Skylar Clarine is a fact-checker and expert in personal finance with experience in veterinary technology and film studies.

What Is a Transportation Bond?

A transportation bond is a fixed-income security issued by a municipality, state government, or special regional district to fund infrastructure needs for public transportation.

Key Takeaways

  • Transportation bonds are issued by municipal, state, regional, or federal governments to fund public transportation infrastructure.
  • Transportation bonds can be general obligation (GO) bonds or revenue bonds.
  • Transportation bonds may not have the earned interest tax exemption that is attractive to investors.

Understanding Transportation Bonds

Transportation bonds are fixed-rate bonds issued by local, regional, state, and federal government agencies to fund projects in the transportation sector. These include initiatives such as the construction and improvement of highways, bridges, ports, airports, rail lines, and public transit systems. Projects in the transportation sector often require coordination across a large region, so special districts are created to meet regional transportation needs.

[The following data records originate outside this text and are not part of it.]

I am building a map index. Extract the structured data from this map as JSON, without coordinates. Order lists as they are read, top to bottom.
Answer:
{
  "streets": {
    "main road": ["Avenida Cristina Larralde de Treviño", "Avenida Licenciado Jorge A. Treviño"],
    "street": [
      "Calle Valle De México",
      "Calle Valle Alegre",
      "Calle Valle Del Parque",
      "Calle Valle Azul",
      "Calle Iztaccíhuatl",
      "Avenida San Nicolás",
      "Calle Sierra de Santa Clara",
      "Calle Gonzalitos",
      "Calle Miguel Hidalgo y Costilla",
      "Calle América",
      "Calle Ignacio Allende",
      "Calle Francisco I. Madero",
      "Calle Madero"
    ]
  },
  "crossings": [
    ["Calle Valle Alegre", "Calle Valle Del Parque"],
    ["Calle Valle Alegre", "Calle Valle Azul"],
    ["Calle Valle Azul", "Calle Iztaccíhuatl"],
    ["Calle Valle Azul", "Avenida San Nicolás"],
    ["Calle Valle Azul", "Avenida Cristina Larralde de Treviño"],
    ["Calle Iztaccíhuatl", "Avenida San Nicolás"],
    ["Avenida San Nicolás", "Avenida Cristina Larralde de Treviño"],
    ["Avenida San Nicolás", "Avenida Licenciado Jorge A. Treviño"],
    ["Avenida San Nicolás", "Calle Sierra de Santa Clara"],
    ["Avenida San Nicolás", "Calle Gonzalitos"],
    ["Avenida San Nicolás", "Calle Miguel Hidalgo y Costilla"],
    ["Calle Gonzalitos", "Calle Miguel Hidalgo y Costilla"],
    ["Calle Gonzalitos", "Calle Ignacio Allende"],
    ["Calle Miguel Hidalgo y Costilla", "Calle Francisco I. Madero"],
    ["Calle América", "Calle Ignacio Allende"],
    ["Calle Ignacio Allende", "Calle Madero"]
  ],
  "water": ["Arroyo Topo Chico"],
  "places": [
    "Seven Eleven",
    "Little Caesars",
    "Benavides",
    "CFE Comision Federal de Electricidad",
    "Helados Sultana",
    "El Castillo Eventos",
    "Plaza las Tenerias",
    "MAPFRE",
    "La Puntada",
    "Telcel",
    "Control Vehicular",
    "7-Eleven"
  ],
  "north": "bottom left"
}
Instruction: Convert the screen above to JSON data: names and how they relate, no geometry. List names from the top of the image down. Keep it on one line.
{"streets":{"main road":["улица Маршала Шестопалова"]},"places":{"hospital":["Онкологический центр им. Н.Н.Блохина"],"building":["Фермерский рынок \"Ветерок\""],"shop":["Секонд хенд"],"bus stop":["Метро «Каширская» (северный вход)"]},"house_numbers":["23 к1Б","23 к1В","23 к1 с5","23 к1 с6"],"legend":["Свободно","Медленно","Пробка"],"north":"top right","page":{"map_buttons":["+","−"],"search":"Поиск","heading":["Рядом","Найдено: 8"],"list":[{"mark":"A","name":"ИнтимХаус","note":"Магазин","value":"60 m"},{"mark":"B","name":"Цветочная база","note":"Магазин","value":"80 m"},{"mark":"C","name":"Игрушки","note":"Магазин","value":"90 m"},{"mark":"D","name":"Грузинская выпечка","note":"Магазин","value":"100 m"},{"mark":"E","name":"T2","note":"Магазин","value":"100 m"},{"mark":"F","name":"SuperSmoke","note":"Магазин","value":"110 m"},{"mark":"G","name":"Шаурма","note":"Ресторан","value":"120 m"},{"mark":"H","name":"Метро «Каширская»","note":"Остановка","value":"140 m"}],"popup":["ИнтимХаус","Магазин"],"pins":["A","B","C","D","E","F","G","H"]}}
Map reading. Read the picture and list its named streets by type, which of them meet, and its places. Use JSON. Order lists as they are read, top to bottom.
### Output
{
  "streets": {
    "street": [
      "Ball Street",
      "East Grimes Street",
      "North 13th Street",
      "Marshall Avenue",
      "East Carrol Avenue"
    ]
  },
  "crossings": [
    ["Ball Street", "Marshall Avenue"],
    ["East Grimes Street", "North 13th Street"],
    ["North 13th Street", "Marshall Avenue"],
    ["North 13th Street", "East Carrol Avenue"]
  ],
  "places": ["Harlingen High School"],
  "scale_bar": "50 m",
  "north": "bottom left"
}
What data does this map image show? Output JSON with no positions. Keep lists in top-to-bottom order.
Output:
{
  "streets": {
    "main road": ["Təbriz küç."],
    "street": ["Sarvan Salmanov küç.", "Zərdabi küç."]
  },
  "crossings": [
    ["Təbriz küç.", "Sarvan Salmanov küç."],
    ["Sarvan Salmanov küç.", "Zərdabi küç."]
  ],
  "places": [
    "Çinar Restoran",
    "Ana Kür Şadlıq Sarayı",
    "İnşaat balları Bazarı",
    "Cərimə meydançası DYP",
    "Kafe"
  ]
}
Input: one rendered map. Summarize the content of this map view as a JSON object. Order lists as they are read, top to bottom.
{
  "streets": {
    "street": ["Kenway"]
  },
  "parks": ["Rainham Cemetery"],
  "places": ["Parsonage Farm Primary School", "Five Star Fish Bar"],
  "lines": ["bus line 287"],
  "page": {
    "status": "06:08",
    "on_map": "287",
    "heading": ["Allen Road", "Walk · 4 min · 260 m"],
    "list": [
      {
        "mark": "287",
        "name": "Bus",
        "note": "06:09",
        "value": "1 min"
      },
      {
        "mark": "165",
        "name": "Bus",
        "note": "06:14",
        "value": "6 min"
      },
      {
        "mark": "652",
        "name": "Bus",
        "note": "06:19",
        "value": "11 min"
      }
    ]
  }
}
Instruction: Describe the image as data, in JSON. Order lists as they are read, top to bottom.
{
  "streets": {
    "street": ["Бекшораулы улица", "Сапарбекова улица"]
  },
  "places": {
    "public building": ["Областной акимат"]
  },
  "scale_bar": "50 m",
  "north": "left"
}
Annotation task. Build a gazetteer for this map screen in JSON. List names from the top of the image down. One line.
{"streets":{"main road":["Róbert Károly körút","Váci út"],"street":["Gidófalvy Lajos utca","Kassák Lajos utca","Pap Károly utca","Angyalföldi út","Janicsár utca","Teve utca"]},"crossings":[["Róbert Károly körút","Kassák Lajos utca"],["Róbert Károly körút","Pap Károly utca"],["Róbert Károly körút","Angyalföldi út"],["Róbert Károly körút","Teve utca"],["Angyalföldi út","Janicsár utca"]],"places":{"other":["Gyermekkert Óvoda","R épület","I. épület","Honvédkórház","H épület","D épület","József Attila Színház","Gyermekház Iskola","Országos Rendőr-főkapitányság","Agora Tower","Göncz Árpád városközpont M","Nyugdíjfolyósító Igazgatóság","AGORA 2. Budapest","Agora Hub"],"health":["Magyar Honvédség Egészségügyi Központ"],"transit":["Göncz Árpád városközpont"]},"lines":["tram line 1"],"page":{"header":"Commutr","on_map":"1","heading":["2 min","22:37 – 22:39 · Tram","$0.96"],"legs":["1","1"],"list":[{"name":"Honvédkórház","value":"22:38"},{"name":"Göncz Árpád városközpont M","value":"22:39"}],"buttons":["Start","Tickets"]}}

The structure of transportation bonds is similar to municipal bonds issued by local and state governments. Bonds issued by state and government entities generally have higher credit ratings than those issued by smaller cities and towns.

For example, the Bay Area Rapid Transit District (BART) was formed in 1957 to provide rail transit in five counties in the San Francisco Bay area. It operates a fleet of 862 rail cars over 130 miles of tracks. The district can levy property taxes and borrow funds by issuing bonds, although financing requires voter approval by citizens in the area.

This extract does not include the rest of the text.